- Born: 1954 (age 71–72) Kazan, Tatarstan, Russia
- Education: Kazan Institute of Civil Engineering
- Occupation: Businessman
- Known for: Co-owner of Russian TAIF Group
- Children: 2

= Rustem Sulteev =

Russian businessman and billionaire (born 1954)

Rustem Sulteev (born 1954) is a Russian businessman and billionaire. He is the co-owner of the TAIF Group, a Russian holding group with a focus in oil, gas and petrochemicals. According to Forbes, Sulteev's net worth is estimated at $1.08 billion. As of 2019, he was ranked as the 95th richest businessman in Russia.

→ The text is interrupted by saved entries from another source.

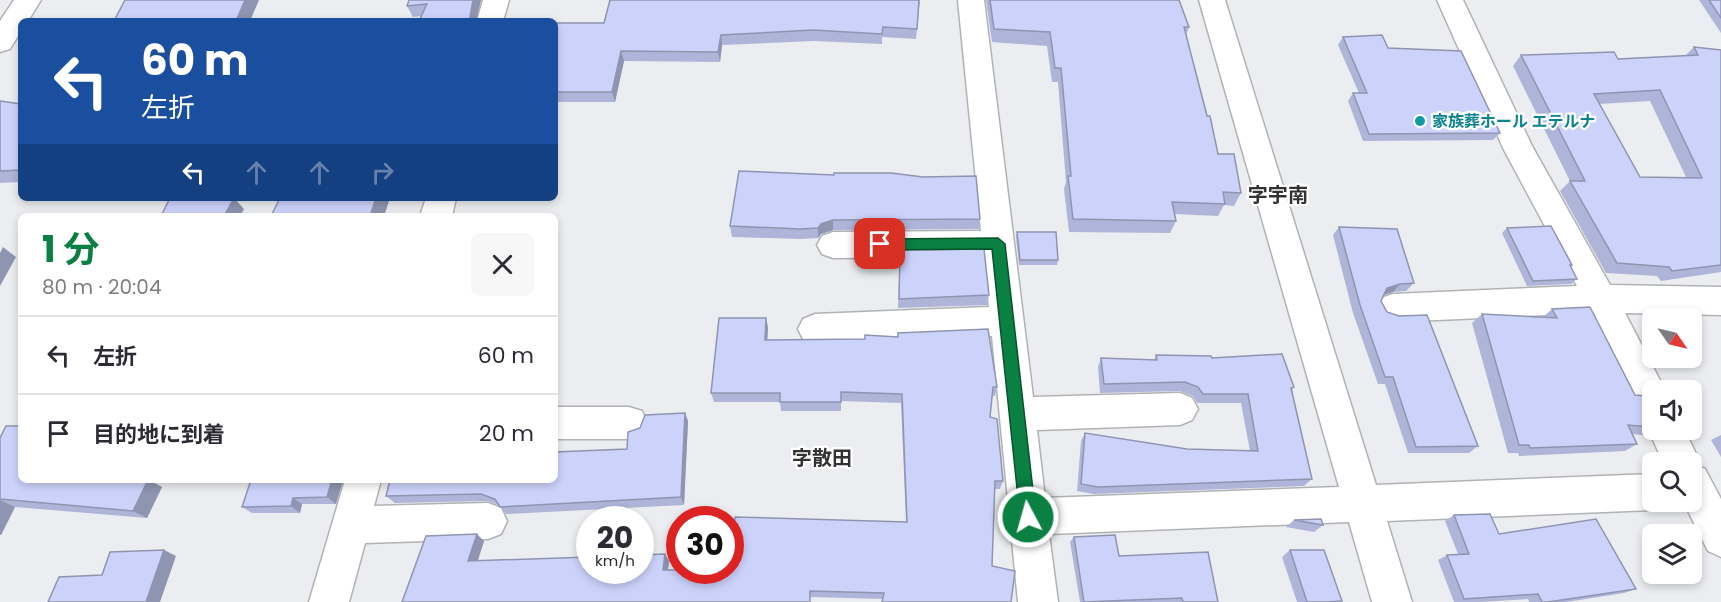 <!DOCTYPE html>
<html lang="ja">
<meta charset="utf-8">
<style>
:root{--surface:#fff;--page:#f7f7f7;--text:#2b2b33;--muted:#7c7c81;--line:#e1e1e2;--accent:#0b8043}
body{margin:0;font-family:Poppins,"Noto Sans JP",sans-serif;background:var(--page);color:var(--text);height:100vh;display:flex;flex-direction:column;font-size:22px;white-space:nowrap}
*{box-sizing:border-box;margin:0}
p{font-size:20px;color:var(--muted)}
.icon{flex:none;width:33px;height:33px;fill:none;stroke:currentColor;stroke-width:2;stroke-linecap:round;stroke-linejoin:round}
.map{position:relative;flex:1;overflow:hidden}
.panel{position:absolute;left:18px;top:213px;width:540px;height:270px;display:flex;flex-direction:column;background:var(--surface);border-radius:9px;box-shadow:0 3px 9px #0003}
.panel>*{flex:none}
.guide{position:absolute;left:18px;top:18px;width:540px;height:183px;border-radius:9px;box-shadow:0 3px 9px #0003;background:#1a4fa0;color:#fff;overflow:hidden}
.needle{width:39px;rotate:124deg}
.controls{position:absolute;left:1642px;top:308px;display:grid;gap:12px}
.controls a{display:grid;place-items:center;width:60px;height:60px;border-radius:9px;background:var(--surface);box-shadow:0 3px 9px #0003;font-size:30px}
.speed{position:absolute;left:576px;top:506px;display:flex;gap:12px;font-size:30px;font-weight:700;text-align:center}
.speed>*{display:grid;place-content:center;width:78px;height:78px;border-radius:50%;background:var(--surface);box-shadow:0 3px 9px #0003;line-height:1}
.speed small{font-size:15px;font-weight:400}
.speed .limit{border:9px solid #d22;background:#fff;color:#111}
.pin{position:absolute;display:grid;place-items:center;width:51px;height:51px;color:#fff;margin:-26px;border-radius:12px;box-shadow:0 3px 9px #0006}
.me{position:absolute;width:66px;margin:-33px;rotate:354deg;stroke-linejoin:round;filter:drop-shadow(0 0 4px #0008)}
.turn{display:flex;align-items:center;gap:21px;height:126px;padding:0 24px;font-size:27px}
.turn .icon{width:78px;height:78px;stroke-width:2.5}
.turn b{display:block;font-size:42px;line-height:51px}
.lanes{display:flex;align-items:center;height:57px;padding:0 24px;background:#0003;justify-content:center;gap:30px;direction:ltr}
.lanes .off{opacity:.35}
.round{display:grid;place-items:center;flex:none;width:63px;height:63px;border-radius:9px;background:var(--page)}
.head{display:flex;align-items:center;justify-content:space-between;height:102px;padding:0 24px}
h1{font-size:36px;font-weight:700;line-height:45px;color:var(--accent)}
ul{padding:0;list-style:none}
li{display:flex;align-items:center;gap:18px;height:78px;padding:0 24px;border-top:2px solid var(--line)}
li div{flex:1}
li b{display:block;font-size:22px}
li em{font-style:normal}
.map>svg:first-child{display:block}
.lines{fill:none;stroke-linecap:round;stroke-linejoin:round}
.minor-casing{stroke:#b1b2b4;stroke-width:3}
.minor{fill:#fff;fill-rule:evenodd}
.wall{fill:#afb5d8;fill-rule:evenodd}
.shaded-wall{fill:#8f94b0}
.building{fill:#ccd3fb;stroke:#8f94b0;stroke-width:1.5;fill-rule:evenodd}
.route{fill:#0b8043;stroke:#07532c;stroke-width:1.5}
.culture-dot{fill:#0f9aa8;stroke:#fff;stroke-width:2}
.labels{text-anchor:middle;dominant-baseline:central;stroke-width:4.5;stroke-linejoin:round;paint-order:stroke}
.culture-label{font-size:16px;font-weight:bold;fill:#0d838f;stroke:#fff;text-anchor:start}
.quarter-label{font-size:20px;font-weight:bold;fill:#323233;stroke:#fff}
</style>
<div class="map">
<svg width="1721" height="602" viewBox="0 0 1721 602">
<rect width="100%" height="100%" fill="#ecedf0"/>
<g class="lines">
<defs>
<path id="minor" d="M14,0H41L28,21H21V31L10,49L0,52V21Z
M483,0H509L503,21H477Z
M958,0H984L1033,397L1180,393L1192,398L1198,409L1192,420L1180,425L1037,430L1045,498L1339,487L1199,0H1225L1376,485L1653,474V501H1668L1666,505L1653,510L1387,521L1412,602H1372L1349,522L1049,534L1058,602H1018L992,336L815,344L803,339L798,329L803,319L815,314L989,307L984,257L833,258L822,254L817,245L822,236L833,232L981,231Z
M1437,0H1463L1532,146L1610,285L1721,287V315L1625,313L1665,390H1653V429H1684L1700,462L1698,466L1705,469L1721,499V557L1708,551L1683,501H1692V462H1663L1648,429L1653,419L1641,414L1592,313L1393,322L1381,318L1376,308L1381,298L1393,294L1577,286L1503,148Z
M426,198H456L452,216H420Z
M555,407H629L642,411L647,423L642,435L629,439H555Z
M345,480H381L374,506L488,503L501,508L507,521L501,534L488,539L365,543L349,602H309Z"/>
</defs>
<use href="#minor" class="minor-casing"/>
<use href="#minor" class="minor"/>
</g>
<path class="wall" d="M481,0L476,21H419L421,16L413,17L407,6Z
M920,0L916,39L882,37V44L814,41L722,45L720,62L624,61L615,102H555V23H604Z
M986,0H1179L1189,27L1186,35L1218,154L1241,193L1234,206L1224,205L1218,216L1175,214L1176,221L1170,233L1069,232L1064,189L1066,182L1058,82H1052L1047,46L992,42Z
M1699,0H1721V33Z
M1343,37L1388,48L1500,133L1493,140L1363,141L1348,101L1353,93H1359L1338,45Z
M1694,47L1721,50V272L1661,281L1657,276L1606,273L1560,191L1570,181L1513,66L1521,55L1618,59L1685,56ZM1650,101L1686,177H1640L1599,104Z
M0,101L21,104V182L0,183Z
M739,171L980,219L979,229L833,230L821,234L818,238L801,239L732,237L730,226Z
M1339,227L1414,283L1406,291L1393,292L1384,295L1381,301L1387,312L1478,446L1469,453H1408L1385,384H1378L1353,313L1333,235Z
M1507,228L1572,265L1570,266L1577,279L1571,284L1527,286L1502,233Z
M1017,232L1058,260L1057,265H1019L1016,237Z
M900,250L989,295L987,305L898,308Z
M1552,309L1635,395L1653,408V429H1660L1649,436L1633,434L1637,444L1625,451L1519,456L1518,453H1508L1472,323L1482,314L1542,318Z
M768,327L767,340L997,387L995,396H992L990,417L1003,481L1000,489H994L883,599L811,597L402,602L484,541L478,561H669L668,570H730L906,522L901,403L841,401V411H781L780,402H714L711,393Z
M1156,355L1212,358L1294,387L1292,390L1312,479L1304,486L1094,494L1077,491L1081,441L1085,433L1187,449L1250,451L1241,403H1197L1193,396L1180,391L1100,393L1098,367L1101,358L1154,360Z
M688,421L684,505L506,514L499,505L488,501L395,503L386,496L627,449Z
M1721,435V457L1711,440Z
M0,438L21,480H149L162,487L147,518L15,507L1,535H0Z
M251,480H343L336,504H302L300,513H252L242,507Z
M1454,515L1499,534L1636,589L1624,593L1567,602H1529L1528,599L1480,602H1454L1438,560L1447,555L1458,554L1445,521Z
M1294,520L1323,525L1314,532L1286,527Z
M1074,537L1119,556L1218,602H1080L1070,542Z
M1290,550L1342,601L1340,602H1297L1282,557Z"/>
<path class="shaded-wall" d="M245,0H259L250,21H236Z
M473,0H481L476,21H468Z
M721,35L722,45L720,62L718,52Z
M621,51L624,61L615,102L612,92Z
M234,198L244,209L240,216H224Z
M376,198H390L384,216H370Z
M833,220V230L821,234L818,238V228L821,224Z
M3,247L16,257L0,286V253Z
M1400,284L1393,292L1380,296L1387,288Z
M766,318L768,327L767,349L765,340Z
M685,413L688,421L684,505L681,497Z
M148,480L162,487L147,518L133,511Z
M332,480H343L336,504L327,497Z
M293,498L302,504L300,513L291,506Z
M0,500L15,507L1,535L0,534Z
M477,534L484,541L475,568L468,561Z
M164,550L176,556L160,602H146Z
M665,554L669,561L667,576L663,570Z"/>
<path class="building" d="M125,0H245L236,21H114Z
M409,0H473L470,17L468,21H419L427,4L407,6Z
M610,0H919L917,29L883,27L882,34L813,30L721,35L718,52L621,51L612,92H555V23H604Z
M990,0H1179L1189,27H1184L1207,116H1210L1218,154H1234L1241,193L1223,192L1225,204L1172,202L1176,221L1073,219L1068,176H1071L1061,68H1055L1050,32L994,29Z
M1709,0H1721V18Z
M1382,35L1388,48L1461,51L1500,133L1369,134L1353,93H1367L1343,37Z
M1694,47L1721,50V265L1672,271L1669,267L1617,263L1570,181H1585L1521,55L1614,52L1618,59L1698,55ZM1660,90L1702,178L1640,177L1594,94Z
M0,101L21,104V170L0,171Z
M739,171L834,175V173H891L923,177L976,176L980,219L833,220L821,224L818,228L800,229L730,226Z
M170,198H234L224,216H161Z
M280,198H376L370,216H271Z
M1551,226L1572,265H1570L1577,279L1533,281L1507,228Z
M1339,227L1397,229L1414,283L1400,284L1387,288L1381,301L1387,312L1399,316L1427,315L1478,446L1416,447L1393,377H1385L1360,305Z
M1017,232H1056L1058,260H1020Z
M984,249L989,295L899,299L900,250Z
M1590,307L1635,395L1646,396L1652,407L1653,408V427L1628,425L1637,444L1530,448L1529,445H1519L1482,314L1557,318L1552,309Z
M719,318H766L765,340L865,339V335L898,337V333L988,329L997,387H993L990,417L997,419L1003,481H995L992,566L1015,571L1011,602H882L884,593L810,591V602H402L426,536L477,534L468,561L590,557V570H640V555L665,554L663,570H730V560L735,517L907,522L902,394L841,392V402H780V393H711Z
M1282,354L1294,387L1291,388L1312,479L1098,487L1081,484L1085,433L1187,449L1258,451L1248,394H1203L1198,387L1185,382L1104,384L1101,358L1157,360L1156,355L1211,356L1212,358Z
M685,413L681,497L500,507L495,499L481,494L386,496L390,480H555V452L627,449L628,432L640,428L645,415Z
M6,426H21V480H148L133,511L0,499V438Z
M251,480H332L327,497L293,498L291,506L242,507Z
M1490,514L1499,534L1596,519L1636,589L1548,602H1542L1538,594L1464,599L1447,555L1469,554L1454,515Z
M1321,519L1323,525L1294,520Z
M1115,535L1119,556L1208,552L1218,602H1183L1182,598L1084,602L1074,537Z
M164,550L146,602H48L59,577L102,575L110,552Z
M1290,550H1324L1342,601L1327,602H1307Z"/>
<path class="route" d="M998,238L1005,244L1036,517L1034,523L1028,525L1023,523L1020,517L992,249L880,250L874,244L880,239Z"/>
<circle class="culture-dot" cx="1420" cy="121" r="6"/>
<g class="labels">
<g class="culture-label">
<text x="1432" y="121">家族葬ホール エテルナ</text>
</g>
<g class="quarter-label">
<text x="1278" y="195">字宇南</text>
<text x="822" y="458">字散田</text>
</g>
</g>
</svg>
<div class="controls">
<a><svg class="needle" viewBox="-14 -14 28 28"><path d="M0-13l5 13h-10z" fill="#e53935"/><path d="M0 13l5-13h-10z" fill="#7c7c81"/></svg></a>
<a><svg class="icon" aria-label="sound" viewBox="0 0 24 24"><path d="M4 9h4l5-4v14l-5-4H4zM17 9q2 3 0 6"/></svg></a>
<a><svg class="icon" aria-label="search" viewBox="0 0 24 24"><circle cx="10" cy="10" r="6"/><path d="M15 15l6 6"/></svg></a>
<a><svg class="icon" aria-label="layers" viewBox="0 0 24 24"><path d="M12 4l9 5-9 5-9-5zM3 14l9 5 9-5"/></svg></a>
</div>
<div class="speed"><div>20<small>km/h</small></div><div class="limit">30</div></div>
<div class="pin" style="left:880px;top:244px;background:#d93025"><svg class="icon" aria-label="arrive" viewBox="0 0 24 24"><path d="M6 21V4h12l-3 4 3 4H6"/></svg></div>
<svg class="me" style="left:1028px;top:517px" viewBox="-20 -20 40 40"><circle r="17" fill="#0b8043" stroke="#fff" stroke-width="3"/><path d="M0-11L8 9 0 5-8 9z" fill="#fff"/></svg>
<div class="guide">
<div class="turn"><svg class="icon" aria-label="left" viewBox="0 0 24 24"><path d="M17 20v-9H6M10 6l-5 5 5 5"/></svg><div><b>60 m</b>左折</div></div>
<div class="lanes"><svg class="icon" aria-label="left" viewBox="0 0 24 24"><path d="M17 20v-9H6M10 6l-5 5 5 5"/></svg><svg class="icon off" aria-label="ahead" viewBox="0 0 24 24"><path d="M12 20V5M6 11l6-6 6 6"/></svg><svg class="icon off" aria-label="ahead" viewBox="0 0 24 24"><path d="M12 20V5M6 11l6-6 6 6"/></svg><svg class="icon off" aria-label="right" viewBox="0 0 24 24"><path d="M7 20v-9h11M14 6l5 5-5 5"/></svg></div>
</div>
<section class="panel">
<div class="head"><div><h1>1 分</h1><p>80 m · 20:04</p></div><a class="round"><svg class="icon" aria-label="close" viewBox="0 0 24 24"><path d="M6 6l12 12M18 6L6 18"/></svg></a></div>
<ul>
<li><svg class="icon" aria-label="left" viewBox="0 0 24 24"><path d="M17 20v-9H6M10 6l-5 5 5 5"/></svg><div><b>左折</b></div><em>60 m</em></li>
<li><svg class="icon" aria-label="arrive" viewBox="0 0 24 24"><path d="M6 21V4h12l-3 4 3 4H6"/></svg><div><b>目的地に到着</b></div><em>20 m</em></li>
</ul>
</section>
</div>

==Early life and education==
Sulteev was born in Kazan and attended the Kazan Institute of Civil Engineering. He graduated in 1976 with a bachelor's degree.

==Career==

Sulteev began his career as a construction foreman. In 1983, he made the transition into civil engineering. His first major project involved the construction and maintenance of a factory for the Department of Bread and Baking Industry. The following year, he served as Deputy General Director for the construction of the second Bakery Plant in Kazan.

In 1985, Sulteev became the Deputy Head of the Directorate for Centrogaz. Between 1992 and 1995, he served as Deputy General Director of the Kazan Foreign Trade Research and Production Association.

Sulteev was named First Deputy General Director of TAIF Group in 1995. Together with his partners from the TAIF Group, Albert Shigaboutdinov and Radik Shaimiev he also own the Kazan bank Avers.

==Personal life==
Sulteev is married and has two children. He lives with his wife in Kazan. Sulteev's son, Timur Sultyev, is the deputy general director of commerce for Russian chemical company Kazanorgsintez and is also a member of the TAIF board of directors.